### Work to complete
Take the data from its first line. Print each line exactly until the line containing "Convert the map view" has been printed too.

### Dataset records
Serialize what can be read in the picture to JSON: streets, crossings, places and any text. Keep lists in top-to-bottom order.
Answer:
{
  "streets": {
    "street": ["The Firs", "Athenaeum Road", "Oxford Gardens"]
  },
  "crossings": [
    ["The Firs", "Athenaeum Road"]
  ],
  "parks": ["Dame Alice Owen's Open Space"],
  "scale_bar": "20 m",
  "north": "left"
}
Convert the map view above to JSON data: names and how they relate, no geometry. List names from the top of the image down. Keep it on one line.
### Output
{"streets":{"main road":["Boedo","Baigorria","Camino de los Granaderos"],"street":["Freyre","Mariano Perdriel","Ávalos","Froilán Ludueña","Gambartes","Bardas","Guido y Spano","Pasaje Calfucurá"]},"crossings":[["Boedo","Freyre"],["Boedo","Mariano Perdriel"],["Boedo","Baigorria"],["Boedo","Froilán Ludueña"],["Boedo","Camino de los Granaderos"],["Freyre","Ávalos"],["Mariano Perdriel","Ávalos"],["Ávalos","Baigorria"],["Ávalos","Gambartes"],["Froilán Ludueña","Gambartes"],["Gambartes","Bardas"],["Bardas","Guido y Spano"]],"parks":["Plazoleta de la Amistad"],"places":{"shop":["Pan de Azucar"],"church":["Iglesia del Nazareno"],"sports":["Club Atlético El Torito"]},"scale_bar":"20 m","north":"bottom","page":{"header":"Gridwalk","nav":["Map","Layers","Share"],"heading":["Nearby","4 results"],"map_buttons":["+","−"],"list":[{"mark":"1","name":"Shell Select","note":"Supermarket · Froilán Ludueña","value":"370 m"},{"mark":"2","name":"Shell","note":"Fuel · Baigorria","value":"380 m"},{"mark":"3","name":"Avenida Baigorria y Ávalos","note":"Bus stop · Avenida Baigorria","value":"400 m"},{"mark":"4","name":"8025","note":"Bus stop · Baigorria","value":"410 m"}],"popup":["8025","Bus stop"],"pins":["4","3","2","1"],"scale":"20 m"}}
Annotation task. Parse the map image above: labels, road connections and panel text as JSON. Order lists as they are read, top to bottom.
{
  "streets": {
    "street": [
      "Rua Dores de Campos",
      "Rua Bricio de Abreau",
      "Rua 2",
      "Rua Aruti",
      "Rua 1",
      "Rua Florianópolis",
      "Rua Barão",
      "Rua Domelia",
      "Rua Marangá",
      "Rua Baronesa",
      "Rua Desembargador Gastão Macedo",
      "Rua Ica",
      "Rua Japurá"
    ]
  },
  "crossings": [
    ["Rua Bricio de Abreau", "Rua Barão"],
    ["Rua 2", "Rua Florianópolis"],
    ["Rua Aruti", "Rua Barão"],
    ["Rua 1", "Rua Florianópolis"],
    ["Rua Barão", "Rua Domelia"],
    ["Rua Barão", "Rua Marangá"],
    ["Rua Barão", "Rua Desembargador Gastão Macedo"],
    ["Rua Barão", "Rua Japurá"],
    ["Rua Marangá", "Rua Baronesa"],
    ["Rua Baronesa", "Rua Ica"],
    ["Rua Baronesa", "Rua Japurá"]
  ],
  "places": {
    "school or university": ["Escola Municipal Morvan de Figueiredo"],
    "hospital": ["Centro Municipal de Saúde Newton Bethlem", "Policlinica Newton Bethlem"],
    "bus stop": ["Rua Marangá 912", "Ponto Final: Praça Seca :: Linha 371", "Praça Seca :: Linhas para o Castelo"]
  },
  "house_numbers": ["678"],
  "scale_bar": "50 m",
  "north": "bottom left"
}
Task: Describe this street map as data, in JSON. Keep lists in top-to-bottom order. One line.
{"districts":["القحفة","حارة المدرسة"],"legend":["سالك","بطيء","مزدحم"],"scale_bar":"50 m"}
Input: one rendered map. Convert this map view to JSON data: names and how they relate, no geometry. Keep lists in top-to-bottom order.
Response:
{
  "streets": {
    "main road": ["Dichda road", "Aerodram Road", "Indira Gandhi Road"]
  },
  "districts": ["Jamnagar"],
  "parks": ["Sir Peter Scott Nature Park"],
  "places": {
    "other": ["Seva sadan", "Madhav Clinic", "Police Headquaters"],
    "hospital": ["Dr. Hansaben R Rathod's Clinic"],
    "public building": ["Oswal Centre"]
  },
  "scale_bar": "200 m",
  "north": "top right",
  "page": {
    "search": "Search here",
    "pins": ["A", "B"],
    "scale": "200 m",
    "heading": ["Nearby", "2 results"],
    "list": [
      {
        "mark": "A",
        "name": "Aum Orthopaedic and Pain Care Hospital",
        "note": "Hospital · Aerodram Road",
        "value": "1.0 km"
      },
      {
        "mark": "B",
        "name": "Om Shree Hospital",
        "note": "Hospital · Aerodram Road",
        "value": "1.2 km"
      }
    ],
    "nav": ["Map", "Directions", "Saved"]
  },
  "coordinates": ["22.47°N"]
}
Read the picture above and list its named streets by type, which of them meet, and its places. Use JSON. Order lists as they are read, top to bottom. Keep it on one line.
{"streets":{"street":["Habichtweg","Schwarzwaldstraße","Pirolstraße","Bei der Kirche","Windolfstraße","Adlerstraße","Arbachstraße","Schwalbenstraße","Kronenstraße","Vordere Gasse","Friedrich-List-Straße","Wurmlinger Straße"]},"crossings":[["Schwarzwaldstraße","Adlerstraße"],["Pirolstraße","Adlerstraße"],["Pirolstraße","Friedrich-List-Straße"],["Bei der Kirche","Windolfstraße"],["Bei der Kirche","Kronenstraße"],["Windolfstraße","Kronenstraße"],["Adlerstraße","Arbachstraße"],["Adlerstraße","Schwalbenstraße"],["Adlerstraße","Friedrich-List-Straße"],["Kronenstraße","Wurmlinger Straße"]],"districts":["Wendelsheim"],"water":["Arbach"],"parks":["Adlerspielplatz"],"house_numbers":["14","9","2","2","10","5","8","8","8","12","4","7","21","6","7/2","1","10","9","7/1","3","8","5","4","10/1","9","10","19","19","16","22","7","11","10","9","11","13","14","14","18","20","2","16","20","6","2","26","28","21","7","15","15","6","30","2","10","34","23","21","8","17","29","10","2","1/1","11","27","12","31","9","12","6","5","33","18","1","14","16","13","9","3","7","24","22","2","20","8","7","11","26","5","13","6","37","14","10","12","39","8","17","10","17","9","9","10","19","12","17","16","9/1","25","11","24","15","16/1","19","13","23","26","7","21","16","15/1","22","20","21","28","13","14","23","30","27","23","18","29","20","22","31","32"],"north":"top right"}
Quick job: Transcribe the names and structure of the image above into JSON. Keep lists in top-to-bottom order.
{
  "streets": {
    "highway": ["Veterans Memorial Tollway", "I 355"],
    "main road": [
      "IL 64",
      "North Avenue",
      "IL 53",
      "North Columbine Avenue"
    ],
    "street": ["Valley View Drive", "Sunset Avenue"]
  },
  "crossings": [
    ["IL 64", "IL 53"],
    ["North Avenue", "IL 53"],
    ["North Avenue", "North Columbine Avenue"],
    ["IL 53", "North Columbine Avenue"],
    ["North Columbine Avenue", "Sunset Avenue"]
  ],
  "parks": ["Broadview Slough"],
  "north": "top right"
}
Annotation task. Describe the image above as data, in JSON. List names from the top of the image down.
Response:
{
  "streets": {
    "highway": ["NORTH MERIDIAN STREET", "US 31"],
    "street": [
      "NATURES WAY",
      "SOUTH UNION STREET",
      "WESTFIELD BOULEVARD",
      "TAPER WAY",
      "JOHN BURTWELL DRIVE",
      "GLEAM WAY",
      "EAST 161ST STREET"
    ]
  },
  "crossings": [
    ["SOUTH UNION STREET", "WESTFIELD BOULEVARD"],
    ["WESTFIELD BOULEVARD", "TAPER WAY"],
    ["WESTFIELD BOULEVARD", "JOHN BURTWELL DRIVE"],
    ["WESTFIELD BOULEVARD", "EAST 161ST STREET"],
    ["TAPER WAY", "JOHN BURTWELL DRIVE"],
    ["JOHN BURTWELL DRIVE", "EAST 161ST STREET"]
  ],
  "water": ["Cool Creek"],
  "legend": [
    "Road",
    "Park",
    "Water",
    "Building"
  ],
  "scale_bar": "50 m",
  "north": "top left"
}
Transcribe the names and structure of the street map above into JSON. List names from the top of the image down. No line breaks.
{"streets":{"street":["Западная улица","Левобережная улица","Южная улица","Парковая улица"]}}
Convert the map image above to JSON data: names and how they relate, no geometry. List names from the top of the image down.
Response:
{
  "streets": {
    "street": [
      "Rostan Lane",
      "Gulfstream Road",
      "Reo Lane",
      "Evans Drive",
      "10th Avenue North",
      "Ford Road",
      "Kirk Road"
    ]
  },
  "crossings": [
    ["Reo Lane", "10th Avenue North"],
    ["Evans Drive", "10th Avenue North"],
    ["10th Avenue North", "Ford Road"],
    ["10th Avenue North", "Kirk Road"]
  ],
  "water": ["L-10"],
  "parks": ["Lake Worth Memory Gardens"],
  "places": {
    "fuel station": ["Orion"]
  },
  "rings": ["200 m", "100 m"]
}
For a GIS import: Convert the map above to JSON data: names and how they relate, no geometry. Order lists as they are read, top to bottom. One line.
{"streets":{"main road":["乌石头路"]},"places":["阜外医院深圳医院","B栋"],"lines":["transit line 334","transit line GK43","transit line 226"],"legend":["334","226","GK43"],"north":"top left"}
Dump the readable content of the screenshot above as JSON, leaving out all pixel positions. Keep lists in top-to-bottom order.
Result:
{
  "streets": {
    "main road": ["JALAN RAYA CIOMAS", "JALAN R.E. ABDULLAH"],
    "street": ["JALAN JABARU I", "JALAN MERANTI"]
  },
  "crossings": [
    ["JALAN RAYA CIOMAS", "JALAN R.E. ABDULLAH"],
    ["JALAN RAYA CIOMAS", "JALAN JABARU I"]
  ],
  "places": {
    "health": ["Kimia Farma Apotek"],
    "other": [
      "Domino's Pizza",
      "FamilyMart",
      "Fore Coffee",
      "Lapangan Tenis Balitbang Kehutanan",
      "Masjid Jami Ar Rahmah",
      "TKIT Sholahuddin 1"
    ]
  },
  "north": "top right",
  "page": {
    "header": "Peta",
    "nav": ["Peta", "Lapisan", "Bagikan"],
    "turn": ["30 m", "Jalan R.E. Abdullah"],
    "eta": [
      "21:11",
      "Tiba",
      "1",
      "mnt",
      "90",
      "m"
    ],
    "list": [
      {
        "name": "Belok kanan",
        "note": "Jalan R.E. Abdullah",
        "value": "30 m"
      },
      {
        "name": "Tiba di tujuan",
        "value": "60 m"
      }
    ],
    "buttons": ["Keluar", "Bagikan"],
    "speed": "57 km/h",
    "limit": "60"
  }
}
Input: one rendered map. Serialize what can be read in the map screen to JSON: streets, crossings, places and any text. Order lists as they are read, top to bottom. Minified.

### Result
Serialize what can be read in the picture to JSON: streets, crossings, places and any text. Keep lists in top-to-bottom order.
Answer:
{
  "streets": {
    "street": ["The Firs", "Athenaeum Road", "Oxford Gardens"]
  },
  "crossings": [
    ["The Firs", "Athenaeum Road"]
  ],
  "parks": ["Dame Alice Owen's Open Space"],
  "scale_bar": "20 m",
  "north": "left"
}
Convert the map view above to JSON data: names and how they relate, no geometry. List names from the top of the image down. Keep it on one line.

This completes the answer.